Wednesday, July 22, 2020

Latigo by Frank O’Rourke


“I want you to see the town,” Addis said. “You’ll feel more at home tomorrow.”
“We can’t see much at night.”

“You can see it all,” Addis said mildly. “You’ve got to smell a strange town, feel it in your bones; hear the dogs bark, count the saloons and the stores, listen to the wind on the street and notice the pickle barrel on the depot platform.”

“I can see it all tomorrow,” he said.

“No,” Addis said. “You’ve got to look at a town like you judge a woman. Appearance is mostly what she wants you to see in her. And towns are like women. You’ve got to look underneath, look for the character when you meet a woman. Not her face or her size. You see what you think is in the woman. If you see just the body, the face, you see nothing. And a town is like a woman.”

I am an unabashed Frank O’Rourke fan. He novel The Last Chance [also reviewed on this blog] is easily in my top ten favorite Western novels.

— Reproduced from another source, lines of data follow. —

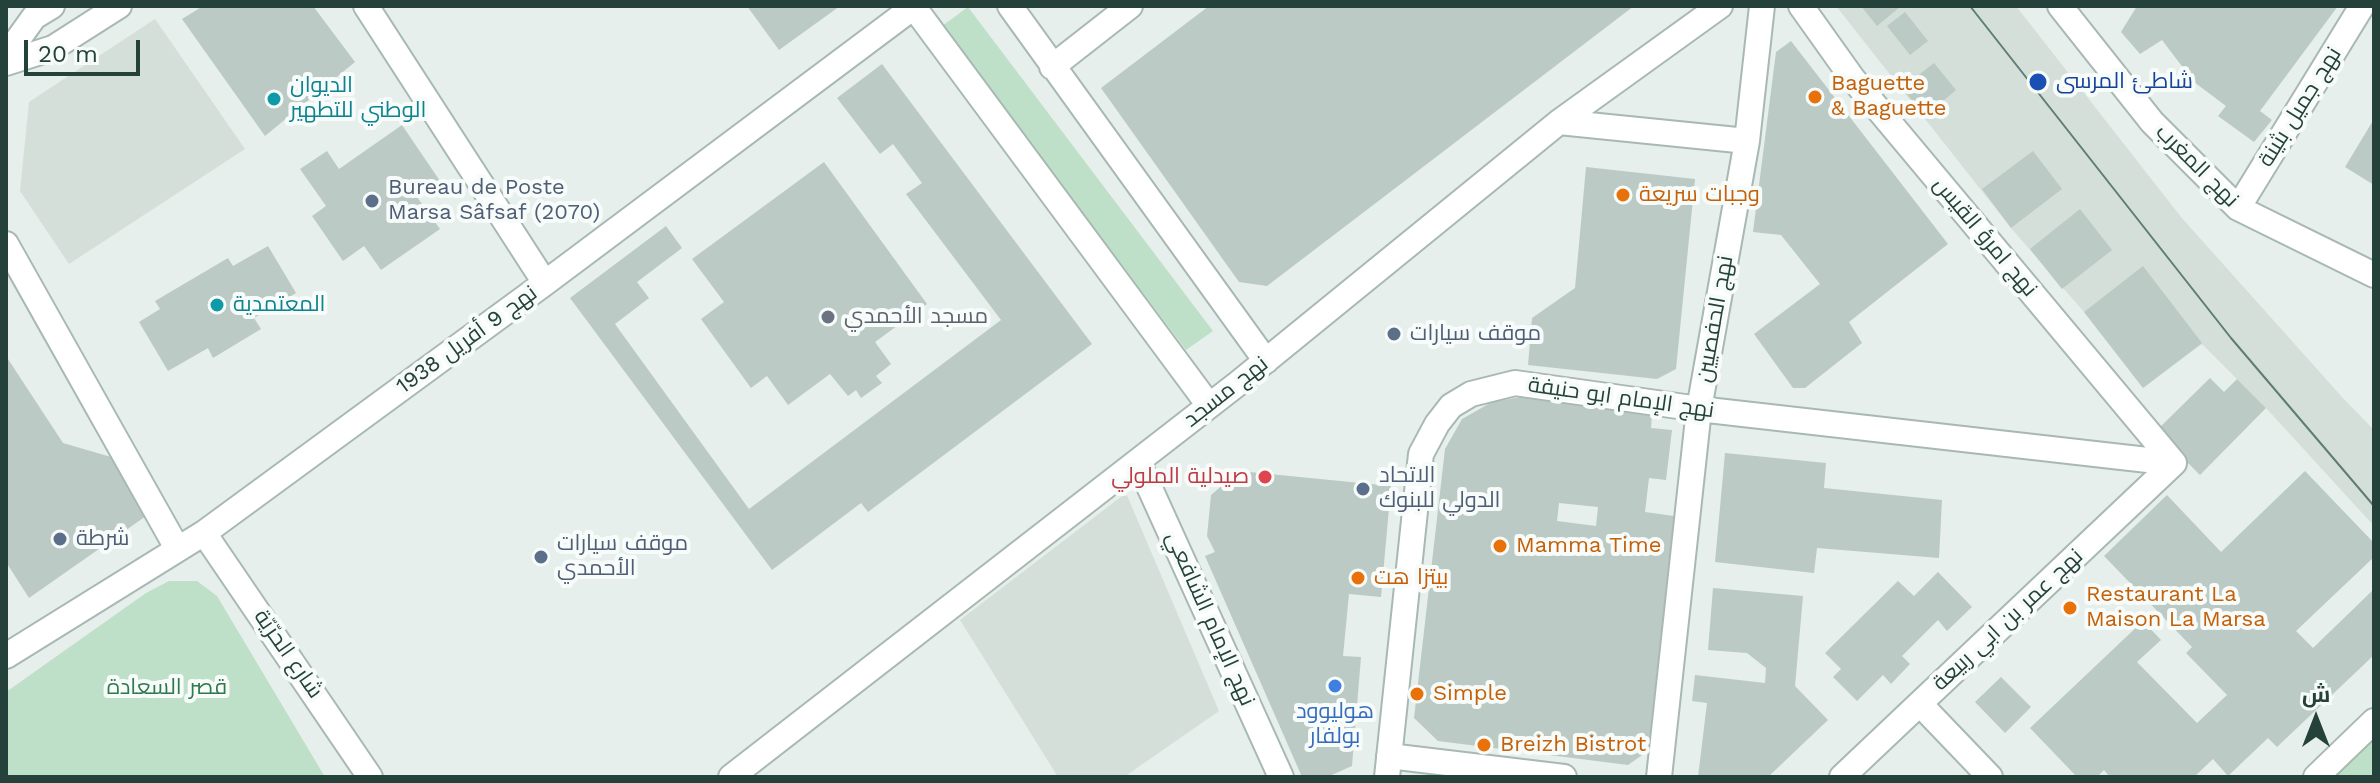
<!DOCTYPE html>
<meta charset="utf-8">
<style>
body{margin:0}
#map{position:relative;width:2380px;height:783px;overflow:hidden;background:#e6efeb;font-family:"Work Sans",Cairo,sans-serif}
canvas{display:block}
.frame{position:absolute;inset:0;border:8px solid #24423a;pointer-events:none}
.north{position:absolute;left:2276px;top:679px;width:80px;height:80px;-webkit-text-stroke:6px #f7fbf9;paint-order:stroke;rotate:0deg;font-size:22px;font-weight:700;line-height:32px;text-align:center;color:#24423a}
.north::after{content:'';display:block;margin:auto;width:28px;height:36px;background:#24423a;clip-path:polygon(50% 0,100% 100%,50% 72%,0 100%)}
.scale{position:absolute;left:24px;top:40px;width:116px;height:36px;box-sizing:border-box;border:4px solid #24423a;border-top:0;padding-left:10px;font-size:24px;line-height:28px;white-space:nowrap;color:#24423a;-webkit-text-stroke:6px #f7fbf9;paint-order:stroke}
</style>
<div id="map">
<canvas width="2380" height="783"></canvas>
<div class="frame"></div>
<div class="north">ش</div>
<div class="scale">20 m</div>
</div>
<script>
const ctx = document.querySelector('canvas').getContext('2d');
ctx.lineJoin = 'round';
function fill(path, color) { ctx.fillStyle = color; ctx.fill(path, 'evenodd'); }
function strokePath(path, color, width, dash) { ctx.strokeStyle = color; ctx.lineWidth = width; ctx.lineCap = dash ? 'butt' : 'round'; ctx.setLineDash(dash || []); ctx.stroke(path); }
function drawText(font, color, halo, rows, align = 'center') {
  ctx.font = font + ' "Work Sans",Cairo,sans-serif'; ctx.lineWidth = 8; ctx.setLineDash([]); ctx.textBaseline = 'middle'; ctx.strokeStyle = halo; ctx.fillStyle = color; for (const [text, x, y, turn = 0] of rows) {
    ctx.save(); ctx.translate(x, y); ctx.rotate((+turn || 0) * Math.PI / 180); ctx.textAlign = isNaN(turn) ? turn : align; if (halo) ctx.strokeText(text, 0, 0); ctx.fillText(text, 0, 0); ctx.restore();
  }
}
fill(new Path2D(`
 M1836 6H2016L2181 217 2342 397 2374 430V526L2266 408 2202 344 2143 388 2084 312 2011 228Z
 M155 19 245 149 69 264 20 191 29 102Z
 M1126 493 1219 711 1124 777H1058L960 620Z`), '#d4dfda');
fill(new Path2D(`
 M968 7 1213 331 1186 350 942 26Z
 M169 581H197L217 596 325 777H6V692L146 593Z
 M2374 723V777H2315Z`), '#bfe0c8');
fill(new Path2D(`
 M203 6H313L355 62 265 136 182 19Z
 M747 6H840L779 50Z
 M1209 6H1634L1267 286 1239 282 1101 88Z
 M1861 6H1901L1877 26Z
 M2137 6H2338L2260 111 2272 120 2254 142 2218 116 2226 106 2194 82 2162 40 2140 54 2121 32Z
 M1905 12 1928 41 1910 55 1887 26Z
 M1791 41 1948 244 1849 322 1862 343 1805 388H1793L1754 334 1820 284 1781 235 1753 232 1776 52Z
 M1934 63 1956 90 1925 116 1902 88Z
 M882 64 1092 344 868 512 861 503 772 570 570 298 666 226 682 248 637 282 649 298 615 324 749 509 1001 320 906 194 922 183 893 144 880 154 837 98Z
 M2374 119V185L2345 167Z
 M402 125 440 181 417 197 440 229 381 270 364 246 343 261 312 216 326 206 300 169 327 151 339 169Z
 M2033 151 2062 189 2011 228 1982 189Z
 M824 162 927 304 875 342 891 364 876 376 882 383 861 398 856 390 848 396 830 374 788 405 767 376 751 388 701 319 724 302 692 259Z
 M1586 167 1695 179 1676 369 1657 379 1528 365 1532 318 1575 288Z
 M2080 209 2112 250 2062 289 2030 249Z
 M268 246 296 293 254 318 261 329 213 358 208 348 168 371 139 322 160 309 155 301 228 258 233 266Z
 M2143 266 2202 343 2143 388 2084 312Z
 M6 356 63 443 111 457 146 516 29 598 6 562Z
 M2210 378 2224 392 2237 379 2266 408 2200 475 2156 431Z
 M1521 397 1652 412 1651 428 1672 430 1666 480 1649 478 1645 512 1674 516 1648 751 1628 765 1438 741 1414 718 1445 449 1462 419 1492 402ZM1559 503 1598 507 1596 526 1557 521Z
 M1725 453 1826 463 1824 488 1942 500 1939 558 1817 548 1814 573 1715 562Z
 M1239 471 1391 486 1381 597 1349 594 1343 656 1361 657 1352 766 1327 777H1302L1205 556 1215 552 1207 536 1211 495Z
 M2305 471 2374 543V557L2296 631 2313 648 2374 589V655L2277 747 2268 738 2228 776 2213 759 2194 777H2110L2104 770 2097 777H2077L2030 728 2143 621 2161 640 2137 662 2197 723 2227 695 2186 653 2192 647 2104 556 2167 495 2221 552Z
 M1938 572 1972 607 1947 631 1938 620 1902 656 1910 664 1891 684 1883 675 1857 701 1833 677 1841 669 1825 653 1898 581 1914 596Z
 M1713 588 1803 596 1795 686 1828 720 1768 777H1698L1707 703 1692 701 1695 675 1765 683 1766 668 1747 653 1708 650Z
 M2001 677 2031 707 2005 733 1975 702Z`), '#bbcac4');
const minor = new Path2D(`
 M366 6 545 283
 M913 6 1208 404
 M1010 6 1266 361
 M1801 6 1853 79 2174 463
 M2060 6 2152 122 2238 208 2374 275
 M6 56 34 17 52 6
 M6 63 53 48 119 6
 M1052 67 1130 6
 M1559 122 1747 141
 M2238 208 2362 6
 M6 244 177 548
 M1138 462 1281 777
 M204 533 370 777
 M6 656 204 533 545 283 915 6
 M1920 704 1990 777
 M1389 756 1564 777
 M731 777 1236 385 1559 122 1720 6
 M1387 777 1421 454 1437 424 1451 406 1471 394 1515 383 1699 409 2174 463
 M1659 777 1699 409 1747 141 1762 6
 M1842 777 2174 463
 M2316 777 2374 721`);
strokePath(minor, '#a8b8b2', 28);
strokePath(minor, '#fff', 24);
strokePath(new Path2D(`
 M1970 6 2231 338 2374 506`), '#5f7d75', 2);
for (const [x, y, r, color] of [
 [2038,82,10,"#1a4fb4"],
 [1815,97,8,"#e8710a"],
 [274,99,8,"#0f9aa8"],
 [1623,195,8,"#e8710a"],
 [372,201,8,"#5c6f8a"],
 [217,305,8,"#0f9aa8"],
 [828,317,8,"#6b7280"],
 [1394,334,8,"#5c6f8a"],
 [1265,477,8,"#e0444e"],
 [1363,489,8,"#5c6f8a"],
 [60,539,8,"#5c6f8a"],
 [1500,546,8,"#e8710a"],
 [541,557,8,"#5c6f8a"],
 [1358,578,8,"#e8710a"],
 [2070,608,8,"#e8710a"],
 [1335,686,8,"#3f7fe0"],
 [1417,694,8,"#e8710a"],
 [1484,745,8,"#e8710a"]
]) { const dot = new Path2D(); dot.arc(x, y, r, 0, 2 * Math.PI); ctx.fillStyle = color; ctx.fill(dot); strokePath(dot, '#f7fbf9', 3); }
drawText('22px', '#164399', '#f7fbf9', [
 ["شاطئ المرسى",2056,82]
], 'left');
drawText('22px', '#c56008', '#f7fbf9', [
 ["Baguette",1831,84],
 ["& Baguette",1831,109],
 ["وجبات سريعة",1639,195],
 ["Mamma Time",1516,546],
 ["بيتزا هت",1374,578],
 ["Restaurant La",2086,595],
 ["Maison La Marsa",2086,620],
 ["Simple",1433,694],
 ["Breizh Bistrot",1500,745]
], 'left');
drawText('22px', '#0d838f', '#f7fbf9', [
 ["الديوان",290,86],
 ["الوطني للتطهير",290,111],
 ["المعتمدية",233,305]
], 'left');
drawText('22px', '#24423a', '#f7fbf9', [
 ["نهج جميل بثينة",2300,107,-58],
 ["نهج المغرب",2197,166,45],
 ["نهج امرؤ القيس",1985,237,50],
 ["نهج الحفصيين",1715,319,-80],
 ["نهج 9 أفريل 1938",467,340,-36],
 ["نهج مسجد",1226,392,-38],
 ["نهج الإمام ابو حنيفة",1621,398,8],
 ["نهج الإمام الشافعي",1210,619,66],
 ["نهج عمر بن ابي ربيعة",2008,620,-43],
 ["شارع الحرّيّة",288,654,55]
]);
drawText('22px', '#4e5e75', '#f7fbf9', [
 ["Bureau de Poste",388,188],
 ["Marsa Sâfsaf (2070)",388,213],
 ["موقف سيارات",1410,334],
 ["الاتحاد",1379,476],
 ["الدولي للبنوك",1379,501],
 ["شرطة",76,539],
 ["موقف سيارات",557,544],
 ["الأحمدي",557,569]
], 'left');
drawText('22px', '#5b616d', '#f7fbf9', [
 ["مسجد الأحمدي",844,317]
], 'left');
drawText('22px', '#be3a42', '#f7fbf9', [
 ["صيدلية الملولي",1249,477]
], 'right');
drawText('22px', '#2d7a4b', '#f7fbf9', [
 ["قصر السعادة",167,688]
]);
drawText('22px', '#366cbe', '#f7fbf9', [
 ["هوليوود",1335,712],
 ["بولفار",1335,737]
]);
</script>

He offers easy unforced authenticity in his action, but it is his facile offhand remarks and insights into character that mark his breed. Small vignettes like the above that give much of his work a mature flavor that raises it above the mere formulaic shoot ‘em up.

He allows these little homilies to inform who each character is, often allowing us to find the size of them through a single act, remark, thought or gesture.

Upon witnessing a soiled dove falling in the street…

“Jim do you think we should have helped?”

“Her?”

“She was in the mud. Did you see the bruises on her legs?”

“You’ve got a quick eye, Tom.”

“I didn’t mean that,” Ellington said.

“I know it…but she went back for more.”

“But why, Jim?”

Addis bit off the tip of a wrinkled cigar, licked the dry outer leaf, and scratched a match on the rosetted neck of the wooden horse guarding the harness shop door.

“Human nature, Tom. Think she’d be in that dive if she didn’t enjoy the life? She grew up, maybe she sang in a choir like that one over yonder. Whatever happened, she didn’t say no. She had a man, some more men, she went on the town. She was in the mud tonight, she’ll be in the mud again. You can’t change people, Tom. That’s why I never interfere.”

O’Rourke’s observations remind me of John D. MacDonald’s wry commentary found in his late 50’s and early 60’s work. And the MacDonald comparison is apt, as this novel plays more as a noir tale than a strict oater.

While not O’Rourke’s best, still mighty mighty strong.